• Exercise: The exercise calls for a faithful copy of all the data.

• Given records:

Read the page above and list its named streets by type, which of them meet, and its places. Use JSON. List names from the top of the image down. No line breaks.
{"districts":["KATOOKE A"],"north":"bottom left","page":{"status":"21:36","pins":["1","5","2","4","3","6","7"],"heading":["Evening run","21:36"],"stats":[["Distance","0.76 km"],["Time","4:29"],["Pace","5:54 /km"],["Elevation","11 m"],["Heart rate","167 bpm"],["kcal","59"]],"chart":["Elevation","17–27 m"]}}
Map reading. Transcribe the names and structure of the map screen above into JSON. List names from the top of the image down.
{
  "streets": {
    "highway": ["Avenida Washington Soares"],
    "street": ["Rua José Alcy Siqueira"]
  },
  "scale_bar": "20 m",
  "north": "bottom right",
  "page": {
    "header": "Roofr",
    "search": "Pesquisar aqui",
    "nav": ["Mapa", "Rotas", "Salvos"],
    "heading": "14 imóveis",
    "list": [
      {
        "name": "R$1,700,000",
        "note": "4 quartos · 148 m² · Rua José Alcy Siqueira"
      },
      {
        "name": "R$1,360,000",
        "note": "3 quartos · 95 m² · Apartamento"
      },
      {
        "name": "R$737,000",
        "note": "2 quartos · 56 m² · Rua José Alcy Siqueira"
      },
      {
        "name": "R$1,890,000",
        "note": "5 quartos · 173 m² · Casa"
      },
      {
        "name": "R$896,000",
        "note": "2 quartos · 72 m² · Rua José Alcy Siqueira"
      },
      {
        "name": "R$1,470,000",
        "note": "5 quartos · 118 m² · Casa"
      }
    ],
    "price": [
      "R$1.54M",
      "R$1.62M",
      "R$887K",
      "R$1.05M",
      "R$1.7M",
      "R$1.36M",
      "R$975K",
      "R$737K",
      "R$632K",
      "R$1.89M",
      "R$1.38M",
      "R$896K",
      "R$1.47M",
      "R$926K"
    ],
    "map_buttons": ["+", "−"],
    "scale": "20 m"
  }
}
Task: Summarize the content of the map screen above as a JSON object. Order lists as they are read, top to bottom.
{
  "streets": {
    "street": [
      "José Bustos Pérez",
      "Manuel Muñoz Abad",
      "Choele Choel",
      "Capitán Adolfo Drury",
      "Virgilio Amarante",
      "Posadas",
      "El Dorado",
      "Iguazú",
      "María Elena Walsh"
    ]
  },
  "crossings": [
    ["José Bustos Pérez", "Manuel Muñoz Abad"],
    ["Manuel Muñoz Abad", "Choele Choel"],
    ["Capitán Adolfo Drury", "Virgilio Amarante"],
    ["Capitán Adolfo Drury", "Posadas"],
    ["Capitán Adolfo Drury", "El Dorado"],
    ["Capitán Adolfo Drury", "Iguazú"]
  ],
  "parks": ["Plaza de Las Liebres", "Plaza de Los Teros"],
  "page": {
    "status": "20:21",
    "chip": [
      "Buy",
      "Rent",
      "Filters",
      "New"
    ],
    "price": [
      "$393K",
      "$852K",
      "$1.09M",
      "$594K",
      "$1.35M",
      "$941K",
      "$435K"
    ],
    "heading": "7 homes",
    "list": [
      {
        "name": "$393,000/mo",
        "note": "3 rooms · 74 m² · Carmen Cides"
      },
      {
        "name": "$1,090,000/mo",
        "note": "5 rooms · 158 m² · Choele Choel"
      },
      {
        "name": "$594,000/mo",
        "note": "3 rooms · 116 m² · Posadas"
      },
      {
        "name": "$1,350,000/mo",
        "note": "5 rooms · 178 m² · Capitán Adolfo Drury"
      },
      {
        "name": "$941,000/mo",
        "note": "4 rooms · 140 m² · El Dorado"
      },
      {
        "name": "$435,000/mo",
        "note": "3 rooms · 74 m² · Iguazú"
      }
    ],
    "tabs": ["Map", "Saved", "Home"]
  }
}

• Your response:
Read the page above and list its named streets by type, which of them meet, and its places. Use JSON. List names from the top of the image down. No line breaks.
{"districts":["KATOOKE A"],"north":"bottom left","page":{"status":"21:36","pins":["1","5","2","4","3","6","7"],"heading":["Evening run","21:36"],"stats":[["Distance","0.76 km"],["Time","4:29"],["Pace","5:54 /km"],["Elevation","11 m"],["Heart rate","167 bpm"],["kcal","59"]],"chart":["Elevation","17–27 m"]}}
Map reading. Transcribe the names and structure of the map screen above into JSON. List names from the top of the image down.
{
  "streets": {
    "highway": ["Avenida Washington Soares"],
    "street": ["Rua José Alcy Siqueira"]
  },
  "scale_bar": "20 m",
  "north": "bottom right",
  "page": {
    "header": "Roofr",
    "search": "Pesquisar aqui",
    "nav": ["Mapa", "Rotas", "Salvos"],
    "heading": "14 imóveis",
    "list": [
      {
        "name": "R$1,700,000",
        "note": "4 quartos · 148 m² · Rua José Alcy Siqueira"
      },
      {
        "name": "R$1,360,000",
        "note": "3 quartos · 95 m² · Apartamento"
      },
      {
        "name": "R$737,000",
        "note": "2 quartos · 56 m² · Rua José Alcy Siqueira"
      },
      {
        "name": "R$1,890,000",
        "note": "5 quartos · 173 m² · Casa"
      },
      {
        "name": "R$896,000",
        "note": "2 quartos · 72 m² · Rua José Alcy Siqueira"
      },
      {
        "name": "R$1,470,000",
        "note": "5 quartos · 118 m² · Casa"
      }
    ],
    "price": [
      "R$1.54M",
      "R$1.62M",
      "R$887K",
      "R$1.05M",
      "R$1.7M",
      "R$1.36M",
      "R$975K",
      "R$737K",
      "R$632K",
      "R$1.89M",
      "R$1.38M",
      "R$896K",
      "R$1.47M",
      "R$926K"
    ],
    "map_buttons": ["+", "−"],
    "scale": "20 m"
  }
}
Task: Summarize the content of the map screen above as a JSON object. Order lists as they are read, top to bottom.
{
  "streets": {
    "street": [
      "José Bustos Pérez",
      "Manuel Muñoz Abad",
      "Choele Choel",
      "Capitán Adolfo Drury",
      "Virgilio Amarante",
      "Posadas",
      "El Dorado",
      "Iguazú",
      "María Elena Walsh"
    ]
  },
  "crossings": [
    ["José Bustos Pérez", "Manuel Muñoz Abad"],
    ["Manuel Muñoz Abad", "Choele Choel"],
    ["Capitán Adolfo Drury", "Virgilio Amarante"],
    ["Capitán Adolfo Drury", "Posadas"],
    ["Capitán Adolfo Drury", "El Dorado"],
    ["Capitán Adolfo Drury", "Iguazú"]
  ],
  "parks": ["Plaza de Las Liebres", "Plaza de Los Teros"],
  "page": {
    "status": "20:21",
    "chip": [
      "Buy",
      "Rent",
      "Filters",
      "New"
    ],
    "price": [
      "$393K",
      "$852K",
      "$1.09M",
      "$594K",
      "$1.35M",
      "$941K",
      "$435K"
    ],
    "heading": "7 homes",
    "list": [
      {
        "name": "$393,000/mo",
        "note": "3 rooms · 74 m² · Carmen Cides"
      },
      {
        "name": "$1,090,000/mo",
        "note": "5 rooms · 158 m² · Choele Choel"
      },
      {
        "name": "$594,000/mo",
        "note": "3 rooms · 116 m² · Posadas"
      },
      {
        "name": "$1,350,000/mo",
        "note": "5 rooms · 178 m² · Capitán Adolfo Drury"
      },
      {
        "name": "$941,000/mo",
        "note": "4 rooms · 140 m² · El Dorado"
      },
      {
        "name": "$435,000/mo",
        "note": "3 rooms · 74 m² · Iguazú"
      }
    ],
    "tabs": ["Map", "Saved", "Home"]
  }
}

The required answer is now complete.